■ Work instruction ■
Spot each line in the records below where the word "What" occurs, then copy it.

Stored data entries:
—————

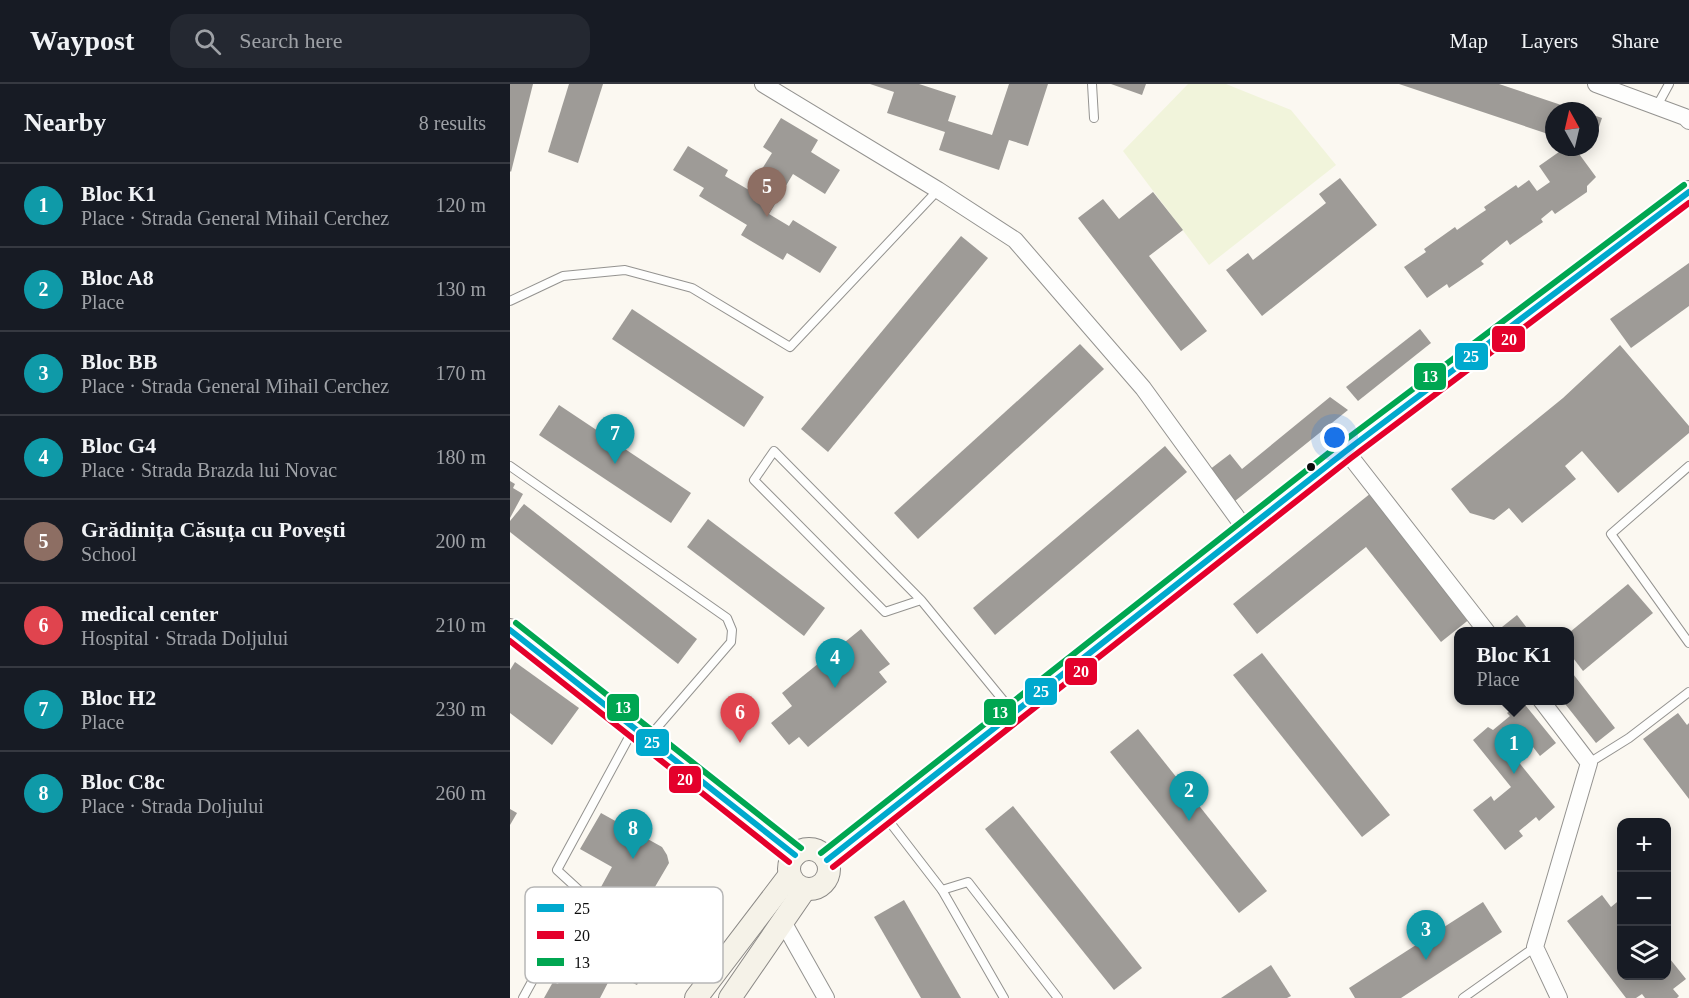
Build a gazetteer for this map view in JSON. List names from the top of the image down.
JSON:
{
  "lines": ["transit line 13", "transit line 25", "transit line 20"],
  "legend": ["25", "20", "13"],
  "north": "top",
  "page": {
    "header": "Waypost",
    "search": "Search here",
    "nav": ["Map", "Layers", "Share"],
    "heading": ["Nearby", "8 results"],
    "list": [
      {
        "mark": "1",
        "name": "Bloc K1",
        "note": "Place · Strada General Mihail Cerchez",
        "value": "120 m"
      },
      {
        "mark": "2",
        "name": "Bloc A8",
        "note": "Place",
        "value": "130 m"
      },
      {
        "mark": "3",
        "name": "Bloc BB",
        "note": "Place · Strada General Mihail Cerchez",
        "value": "170 m"
      },
      {
        "mark": "4",
        "name": "Bloc G4",
        "note": "Place · Strada Brazda lui Novac",
        "value": "180 m"
      },
      {
        "mark": "5",
        "name": "Grădinița Căsuța cu Povești",
        "note": "School",
        "value": "200 m"
      },
      {
        "mark": "6",
        "name": "medical center",
        "note": "Hospital · Strada Doljului",
        "value": "210 m"
      },
      {
        "mark": "7",
        "name": "Bloc H2",
        "note": "Place",
        "value": "230 m"
      },
      {
        "mark": "8",
        "name": "Bloc C8c",
        "note": "Place · Strada Doljului",
        "value": "260 m"
      }
    ],
    "pins": [
      "5",
      "7",
      "4",
      "6",
      "1",
      "2",
      "8",
      "3"
    ],
    "popup": ["Bloc K1", "Place"],
    "map_buttons": ["+", "−"]
  }
}
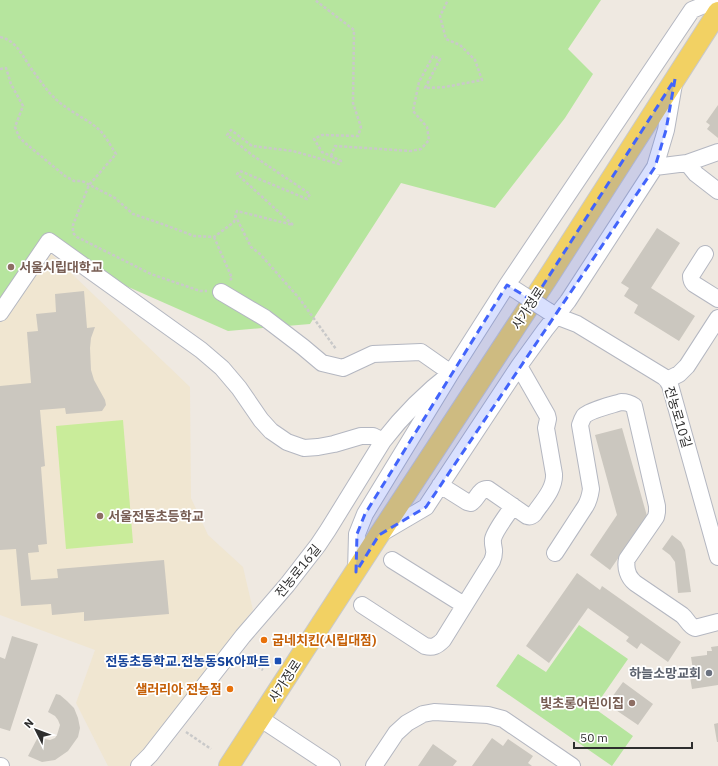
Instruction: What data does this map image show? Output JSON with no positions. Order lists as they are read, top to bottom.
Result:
{
  "streets": {
    "main road": ["사가정로"],
    "street": ["전농로10길", "전농로16길"]
  },
  "crossings": [
    ["사가정로", "전농로10길"]
  ],
  "places": {
    "other": [
      "서울시립대학교",
      "서울전동초등학교",
      "굽네치킨(시립대점)",
      "하늘소망교회",
      "샐러리아 전농점",
      "빛초롱어린이집"
    ],
    "transit": ["전동초등학교.전농동SK아파트"]
  },
  "scale_bar": "50 m",
  "north": "top left"
}
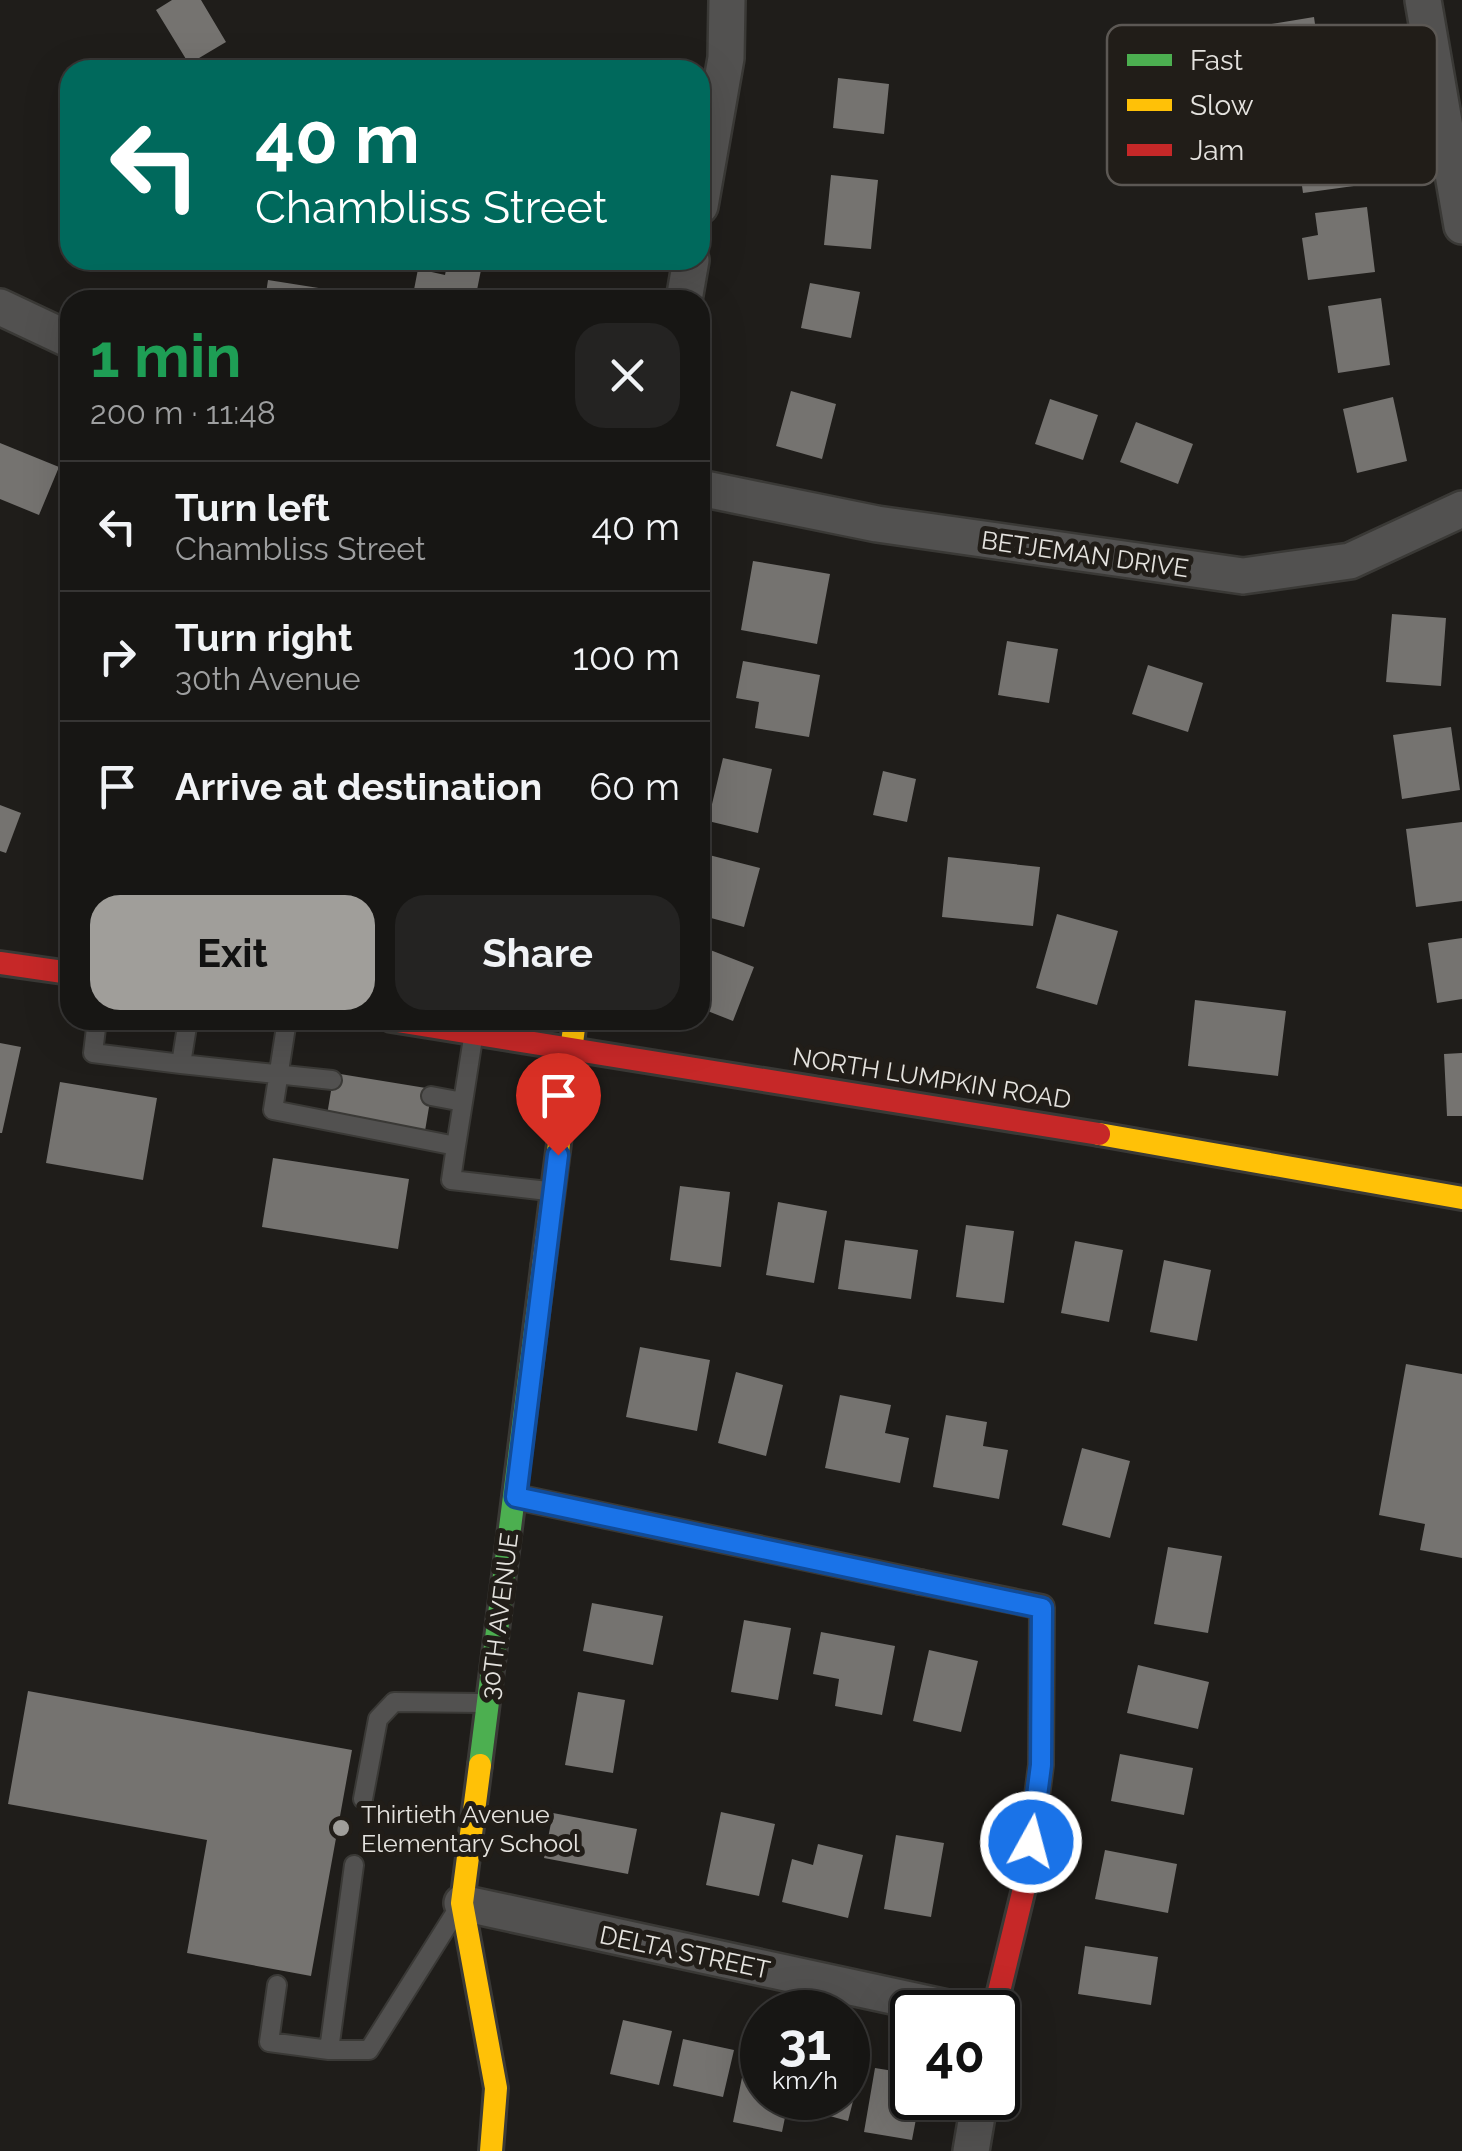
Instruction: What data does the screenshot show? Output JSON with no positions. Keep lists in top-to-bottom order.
{
  "streets": {
    "street": [
      "BETJEMAN DRIVE",
      "NORTH LUMPKIN ROAD",
      "30TH AVENUE",
      "DELTA STREET"
    ]
  },
  "crossings": [
    ["NORTH LUMPKIN ROAD", "30TH AVENUE"],
    ["30TH AVENUE", "DELTA STREET"]
  ],
  "places": ["Thirtieth Avenue Elementary School"],
  "legend": ["Fast", "Slow", "Jam"],
  "page": {
    "turn": ["40 m", "Chambliss Street"],
    "heading": ["1 min", "200 m · 11:48"],
    "list": [
      {
        "name": "Turn left",
        "note": "Chambliss Street",
        "value": "40 m"
      },
      {
        "name": "Turn right",
        "note": "30th Avenue",
        "value": "100 m"
      },
      {
        "name": "Arrive at destination",
        "value": "60 m"
      }
    ],
    "buttons": ["Exit", "Share"],
    "speed": "31 km/h",
    "limit": "40"
  }
}
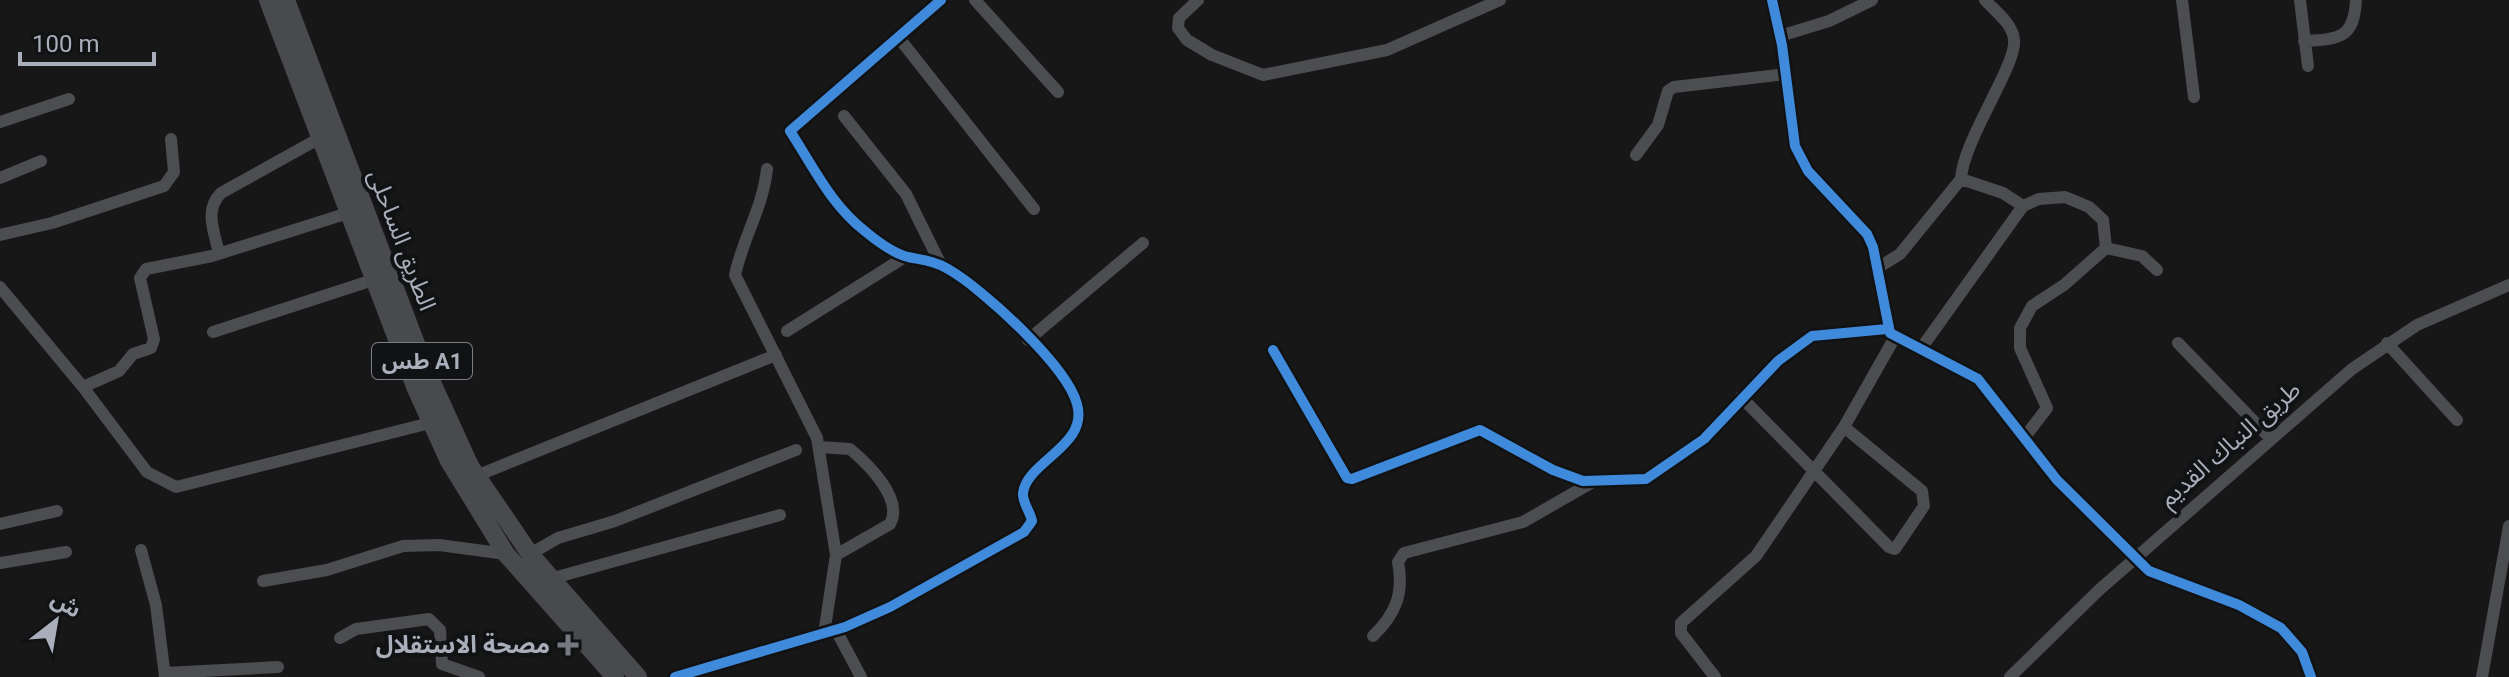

—————

■ Result of the task ■
Instruction: What data does this map image show? Output JSON with no positions. Order lists as they are read, top to bottom.
Instruction: What data does the screenshot show? Output JSON with no positions. Keep lists in top-to-bottom order.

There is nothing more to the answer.